Poor Management: Laundry Style!

It’s a sad fact that people management is an under-developed skill in many organisations. The organisations that get it right tend to be the successful ones, so there’s a message in there somewhere.

Here’s a checklist of management practices that rarely (if ever) prove successful.  If you are an employee, how many of these have you experienced? If you are a manager, how many of these practices have you or do you demonstrate?

  1. Focus on ironing out the creases

  2. Put them through the wringer

  3. Put people in a spin

  4. Peg them down

  5. Bleach out all colour

  6. Hang them out to dry

Focus on ironing out the creases

This approach is demoralising and wasteful. If the focus moved to what people can do and can do well, and the role was constructed to allow people to play to these strengths, the benefits are enormous.

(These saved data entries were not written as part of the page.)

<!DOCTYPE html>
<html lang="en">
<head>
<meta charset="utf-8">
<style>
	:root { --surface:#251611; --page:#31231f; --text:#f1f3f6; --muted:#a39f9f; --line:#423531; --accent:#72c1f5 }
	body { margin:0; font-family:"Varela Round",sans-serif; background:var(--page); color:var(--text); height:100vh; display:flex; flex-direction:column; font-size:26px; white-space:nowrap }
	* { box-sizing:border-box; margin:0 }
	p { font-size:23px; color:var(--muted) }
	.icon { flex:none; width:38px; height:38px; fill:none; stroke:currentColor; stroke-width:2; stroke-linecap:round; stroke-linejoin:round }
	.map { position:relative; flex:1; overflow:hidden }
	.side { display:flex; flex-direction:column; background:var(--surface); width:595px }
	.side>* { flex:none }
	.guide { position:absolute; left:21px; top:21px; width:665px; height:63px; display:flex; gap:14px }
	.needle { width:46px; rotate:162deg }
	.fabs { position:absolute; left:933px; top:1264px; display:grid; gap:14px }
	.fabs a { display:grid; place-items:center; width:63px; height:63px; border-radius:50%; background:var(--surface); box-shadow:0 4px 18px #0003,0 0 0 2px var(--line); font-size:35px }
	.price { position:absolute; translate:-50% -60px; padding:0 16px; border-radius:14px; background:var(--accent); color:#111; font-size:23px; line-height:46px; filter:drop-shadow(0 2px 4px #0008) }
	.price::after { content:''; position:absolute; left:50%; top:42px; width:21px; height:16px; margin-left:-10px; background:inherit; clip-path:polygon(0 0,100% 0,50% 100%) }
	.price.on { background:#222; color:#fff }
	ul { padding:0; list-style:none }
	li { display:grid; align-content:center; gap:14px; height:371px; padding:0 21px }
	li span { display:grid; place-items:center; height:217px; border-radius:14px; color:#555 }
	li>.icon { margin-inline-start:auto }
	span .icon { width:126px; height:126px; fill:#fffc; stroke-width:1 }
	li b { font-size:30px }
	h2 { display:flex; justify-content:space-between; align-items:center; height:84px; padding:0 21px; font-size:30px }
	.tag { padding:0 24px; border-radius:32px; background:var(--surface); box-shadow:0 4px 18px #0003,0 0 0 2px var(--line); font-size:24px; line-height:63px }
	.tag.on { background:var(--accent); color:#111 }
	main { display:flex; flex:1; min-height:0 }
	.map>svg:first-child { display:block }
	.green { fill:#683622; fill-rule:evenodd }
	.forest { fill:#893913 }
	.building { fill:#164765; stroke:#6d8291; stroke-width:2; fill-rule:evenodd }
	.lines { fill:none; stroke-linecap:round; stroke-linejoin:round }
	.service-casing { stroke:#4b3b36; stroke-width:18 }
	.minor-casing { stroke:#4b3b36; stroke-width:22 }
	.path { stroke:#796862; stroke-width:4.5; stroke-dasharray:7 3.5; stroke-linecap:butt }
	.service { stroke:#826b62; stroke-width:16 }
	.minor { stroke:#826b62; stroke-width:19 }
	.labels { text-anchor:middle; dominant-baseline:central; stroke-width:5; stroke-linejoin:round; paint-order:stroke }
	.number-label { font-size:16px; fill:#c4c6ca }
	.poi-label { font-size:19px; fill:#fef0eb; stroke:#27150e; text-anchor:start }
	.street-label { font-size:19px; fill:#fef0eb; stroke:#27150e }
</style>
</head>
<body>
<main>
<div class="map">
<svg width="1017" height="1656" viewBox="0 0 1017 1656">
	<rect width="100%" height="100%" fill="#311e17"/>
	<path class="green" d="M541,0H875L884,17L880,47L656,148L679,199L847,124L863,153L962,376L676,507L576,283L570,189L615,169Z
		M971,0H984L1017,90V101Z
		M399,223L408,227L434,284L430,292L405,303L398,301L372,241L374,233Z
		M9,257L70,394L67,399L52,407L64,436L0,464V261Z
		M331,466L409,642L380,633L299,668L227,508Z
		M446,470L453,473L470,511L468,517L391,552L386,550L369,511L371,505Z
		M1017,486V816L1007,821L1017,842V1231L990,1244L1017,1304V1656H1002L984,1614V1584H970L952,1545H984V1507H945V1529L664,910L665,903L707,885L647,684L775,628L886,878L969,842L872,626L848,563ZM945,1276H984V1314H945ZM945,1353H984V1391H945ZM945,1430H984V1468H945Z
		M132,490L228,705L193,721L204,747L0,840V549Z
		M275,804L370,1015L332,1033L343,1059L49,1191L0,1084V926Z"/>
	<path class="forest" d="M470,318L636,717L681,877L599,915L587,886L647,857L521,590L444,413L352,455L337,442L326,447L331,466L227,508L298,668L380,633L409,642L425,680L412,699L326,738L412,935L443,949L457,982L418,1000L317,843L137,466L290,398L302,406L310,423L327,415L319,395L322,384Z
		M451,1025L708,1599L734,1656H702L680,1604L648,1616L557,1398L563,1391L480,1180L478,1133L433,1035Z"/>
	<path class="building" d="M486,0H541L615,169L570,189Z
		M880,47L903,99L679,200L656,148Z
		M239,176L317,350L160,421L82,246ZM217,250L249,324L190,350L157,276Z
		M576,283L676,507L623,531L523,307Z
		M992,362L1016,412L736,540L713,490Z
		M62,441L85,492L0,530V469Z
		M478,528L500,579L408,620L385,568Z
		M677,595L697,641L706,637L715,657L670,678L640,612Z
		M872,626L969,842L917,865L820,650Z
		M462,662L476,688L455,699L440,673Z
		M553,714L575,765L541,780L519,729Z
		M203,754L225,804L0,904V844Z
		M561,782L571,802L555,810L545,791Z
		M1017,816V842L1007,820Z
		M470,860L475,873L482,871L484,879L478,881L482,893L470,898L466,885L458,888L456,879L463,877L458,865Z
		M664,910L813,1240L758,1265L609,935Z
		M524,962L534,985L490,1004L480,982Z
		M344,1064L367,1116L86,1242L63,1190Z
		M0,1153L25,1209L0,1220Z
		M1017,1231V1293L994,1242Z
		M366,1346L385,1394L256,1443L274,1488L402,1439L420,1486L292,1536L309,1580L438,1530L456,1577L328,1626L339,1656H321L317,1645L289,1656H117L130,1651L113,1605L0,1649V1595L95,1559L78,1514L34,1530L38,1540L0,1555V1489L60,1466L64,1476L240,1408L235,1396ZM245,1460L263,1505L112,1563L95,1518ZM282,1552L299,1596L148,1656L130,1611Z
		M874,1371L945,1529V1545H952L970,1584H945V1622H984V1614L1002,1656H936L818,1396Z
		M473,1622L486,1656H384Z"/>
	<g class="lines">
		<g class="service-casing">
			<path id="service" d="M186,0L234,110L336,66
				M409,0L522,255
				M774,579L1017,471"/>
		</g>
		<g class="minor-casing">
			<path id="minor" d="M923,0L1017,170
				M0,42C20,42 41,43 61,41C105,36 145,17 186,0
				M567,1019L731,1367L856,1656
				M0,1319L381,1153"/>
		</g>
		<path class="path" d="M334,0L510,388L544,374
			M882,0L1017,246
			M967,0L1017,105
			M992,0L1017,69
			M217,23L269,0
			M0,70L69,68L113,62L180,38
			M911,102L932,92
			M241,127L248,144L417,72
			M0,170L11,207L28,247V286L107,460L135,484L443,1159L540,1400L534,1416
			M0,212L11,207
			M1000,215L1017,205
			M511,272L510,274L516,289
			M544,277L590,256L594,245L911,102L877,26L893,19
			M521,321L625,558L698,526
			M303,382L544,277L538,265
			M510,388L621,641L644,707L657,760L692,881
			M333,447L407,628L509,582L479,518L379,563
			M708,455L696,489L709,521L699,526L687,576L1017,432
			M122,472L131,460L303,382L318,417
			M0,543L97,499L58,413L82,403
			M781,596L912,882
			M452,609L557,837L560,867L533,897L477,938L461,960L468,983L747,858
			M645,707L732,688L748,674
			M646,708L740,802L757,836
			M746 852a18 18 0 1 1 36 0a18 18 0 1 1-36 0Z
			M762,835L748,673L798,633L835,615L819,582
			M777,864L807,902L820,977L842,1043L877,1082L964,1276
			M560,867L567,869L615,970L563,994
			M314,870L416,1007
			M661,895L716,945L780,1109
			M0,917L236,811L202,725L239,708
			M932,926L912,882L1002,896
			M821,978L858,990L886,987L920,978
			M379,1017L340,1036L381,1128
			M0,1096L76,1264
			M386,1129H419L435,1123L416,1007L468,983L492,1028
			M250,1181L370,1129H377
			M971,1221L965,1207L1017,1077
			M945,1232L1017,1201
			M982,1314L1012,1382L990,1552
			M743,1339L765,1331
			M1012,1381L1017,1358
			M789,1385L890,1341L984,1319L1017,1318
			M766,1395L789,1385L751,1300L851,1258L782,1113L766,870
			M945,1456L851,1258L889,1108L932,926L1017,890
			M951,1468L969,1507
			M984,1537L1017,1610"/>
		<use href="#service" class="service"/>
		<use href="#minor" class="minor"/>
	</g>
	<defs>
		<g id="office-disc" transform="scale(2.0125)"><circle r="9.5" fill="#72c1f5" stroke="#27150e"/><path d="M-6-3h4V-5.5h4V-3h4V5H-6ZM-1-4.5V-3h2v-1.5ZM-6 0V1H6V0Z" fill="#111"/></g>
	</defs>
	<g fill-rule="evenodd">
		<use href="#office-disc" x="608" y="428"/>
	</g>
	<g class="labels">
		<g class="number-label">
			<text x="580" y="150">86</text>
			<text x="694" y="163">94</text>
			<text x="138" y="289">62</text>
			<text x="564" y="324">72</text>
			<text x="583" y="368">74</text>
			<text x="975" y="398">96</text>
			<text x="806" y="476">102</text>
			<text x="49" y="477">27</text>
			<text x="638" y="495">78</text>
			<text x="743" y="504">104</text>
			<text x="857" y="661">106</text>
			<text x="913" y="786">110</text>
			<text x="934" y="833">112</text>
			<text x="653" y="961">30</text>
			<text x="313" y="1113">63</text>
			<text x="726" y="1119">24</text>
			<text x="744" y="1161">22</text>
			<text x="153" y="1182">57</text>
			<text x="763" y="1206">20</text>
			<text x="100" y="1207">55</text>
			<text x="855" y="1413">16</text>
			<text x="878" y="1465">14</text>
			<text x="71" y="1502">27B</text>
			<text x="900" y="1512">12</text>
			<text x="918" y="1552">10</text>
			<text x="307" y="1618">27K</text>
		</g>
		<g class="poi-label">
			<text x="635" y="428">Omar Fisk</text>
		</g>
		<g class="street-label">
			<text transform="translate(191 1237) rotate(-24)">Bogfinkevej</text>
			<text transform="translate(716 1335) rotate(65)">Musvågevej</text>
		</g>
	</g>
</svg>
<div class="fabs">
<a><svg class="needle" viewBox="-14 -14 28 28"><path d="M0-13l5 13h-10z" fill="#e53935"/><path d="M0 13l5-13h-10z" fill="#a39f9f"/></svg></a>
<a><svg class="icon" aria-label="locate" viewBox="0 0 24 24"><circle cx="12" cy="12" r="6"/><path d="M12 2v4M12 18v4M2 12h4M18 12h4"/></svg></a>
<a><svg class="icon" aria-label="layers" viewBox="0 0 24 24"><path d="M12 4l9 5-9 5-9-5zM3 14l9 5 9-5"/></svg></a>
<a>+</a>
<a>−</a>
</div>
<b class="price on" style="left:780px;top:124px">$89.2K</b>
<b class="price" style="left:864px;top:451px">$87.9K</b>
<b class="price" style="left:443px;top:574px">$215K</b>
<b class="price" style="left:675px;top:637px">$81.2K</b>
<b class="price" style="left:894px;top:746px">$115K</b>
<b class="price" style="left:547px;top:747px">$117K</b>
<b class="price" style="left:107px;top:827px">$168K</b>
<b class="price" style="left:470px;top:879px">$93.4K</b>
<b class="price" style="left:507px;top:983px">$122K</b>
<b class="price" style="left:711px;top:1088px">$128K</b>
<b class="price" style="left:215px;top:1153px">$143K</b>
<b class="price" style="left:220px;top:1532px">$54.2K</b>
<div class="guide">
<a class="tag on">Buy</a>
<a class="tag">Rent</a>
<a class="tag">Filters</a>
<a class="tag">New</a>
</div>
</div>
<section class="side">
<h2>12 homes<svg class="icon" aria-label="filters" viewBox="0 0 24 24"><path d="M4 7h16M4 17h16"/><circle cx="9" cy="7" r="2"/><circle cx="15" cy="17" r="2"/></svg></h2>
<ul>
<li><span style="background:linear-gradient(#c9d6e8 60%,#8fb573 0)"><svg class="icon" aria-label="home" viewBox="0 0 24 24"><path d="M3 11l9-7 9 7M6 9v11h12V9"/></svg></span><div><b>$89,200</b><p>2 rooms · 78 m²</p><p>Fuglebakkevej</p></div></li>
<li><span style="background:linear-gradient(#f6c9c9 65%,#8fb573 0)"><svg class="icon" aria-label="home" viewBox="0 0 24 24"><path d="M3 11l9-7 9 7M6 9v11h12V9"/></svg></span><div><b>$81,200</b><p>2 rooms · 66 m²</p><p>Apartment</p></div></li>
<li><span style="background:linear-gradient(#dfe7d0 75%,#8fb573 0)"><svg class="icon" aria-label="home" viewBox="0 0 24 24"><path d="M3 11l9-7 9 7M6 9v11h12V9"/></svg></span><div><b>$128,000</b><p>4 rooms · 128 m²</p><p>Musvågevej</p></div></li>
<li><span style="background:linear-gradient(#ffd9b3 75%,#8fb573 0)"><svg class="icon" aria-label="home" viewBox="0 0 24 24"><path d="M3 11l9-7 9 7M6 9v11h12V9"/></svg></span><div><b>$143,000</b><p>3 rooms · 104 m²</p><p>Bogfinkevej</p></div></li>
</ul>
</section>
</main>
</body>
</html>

Put people through the wringer

This approach has a short shelf-life for each employee. It contributes to burn-out and the quality of the work rapidly suffers. What is more, it stifles innovation, creativity, and engagement.

Instead of bleeding employees dry, good managers help their staff prioritise what is truly important, don’t overburden their people, and recognise the enormous benefits that arise when you ‘cut a bit of slack’.

Put people in a spin

These managers lack a strategic approach, clear purpose, and standards. Everything is up for grabs as they weave their way through the challenge of every new situation.

People are left feeling very uncertain, confused and out of control. They feel shunted from pillar to post as their manager changes direction as a matter of routine.

The effect is that people stop making longer term plans. They focus only on what’s happening now, rather than preparing for future events. They don’t invest in ideas and improvements because they don’t expect that they will have the opportunity to see them through.

It’s a rollercoaster ride with a manager like this. And it makes people dizzy.

Good managers have clarity about where they and their team are going over the short, medium and longer term. They articulate this to their people and take steps to maintain this course. Changes in direction are rarely thrust upon employees, but evaluated with them.

Peg them down

These managers feel entitled to power by virtue of their hierarchical status. They feel they’ve earned their stripes and the right to be in charge.

So people are kept in their place. Their roles are tightly regulated. Instructions on what the manager wants are also supplemented with ‘how’ the manager wants it done. There’s little freedom available for the employee to exercise their own judgement.

These managers also like to know where people are at every minute of the day: preferably stuck at their desk or machine. They become nervous when people move about because it’s harder to keep tabs on them! I’ve even seen some managers time how long their people spend on the toilet!

When people are straight-jacketed like this they tend to go mad! Either they stop thinking for themselves and become zombies, or they become more and more dependent on the manager, or they rail against it and eventually leave.

Good managers realise that people need freedom to operate and stretch themselves. Good managers believe that people who are given this freedom, have the capacity to use it well. Good managers make themselves available to their people but not indispensable to them.

Bleach out all colour

These managers expect every person to operate in an identical rather than unique way. The job roles are constructed so that everyone is expected to do the same things, be good at the same things, and work in the same way.

The result is a lifeless and dull team which lacks diversity in terms of skills, capabilities, approaches, temperaments, preferences, and results.

Teams like this are never high performing. And they are extremely limited in what they can take on and deliver. However, the poor manager feels comfortable with these teams because he/she is dealing with people they recognise and understand.

A good manager recognises the value of diversity and embraces it. They become skilled at handling the frictions and tensions that can arise with increased diversity, and they use these tensions to positive effect. A good manager is not afraid of working with people who think, act and are capable of doing things differently to themselves.

Hang them out to dry

These managers are particularly partial to blame, and are great at distancing themselves from situations and events.

The result is that team members don’t trust their manager. They don’t confide in their manager, and are more inclined to ‘bury’ mistakes than share them with their manager. Alternatively, people become so risk-averse for fear of ever making a mistake for which they will be pilloried by their manager.

A good manager realizes that they are reflected in the performance of their team. A good manager has the best interests of their staff at heart, and works tirelessly to ensure that they are adequately resourced and supported. A good manager focuses more on learning than apportioning blame, using every failure as a chance to improve.

Managing People doesn’t have to be like doing the laundry! It’s time to freshen up our approach. But let’s leave the bleach, detergent, pegs and laundry machines out of it.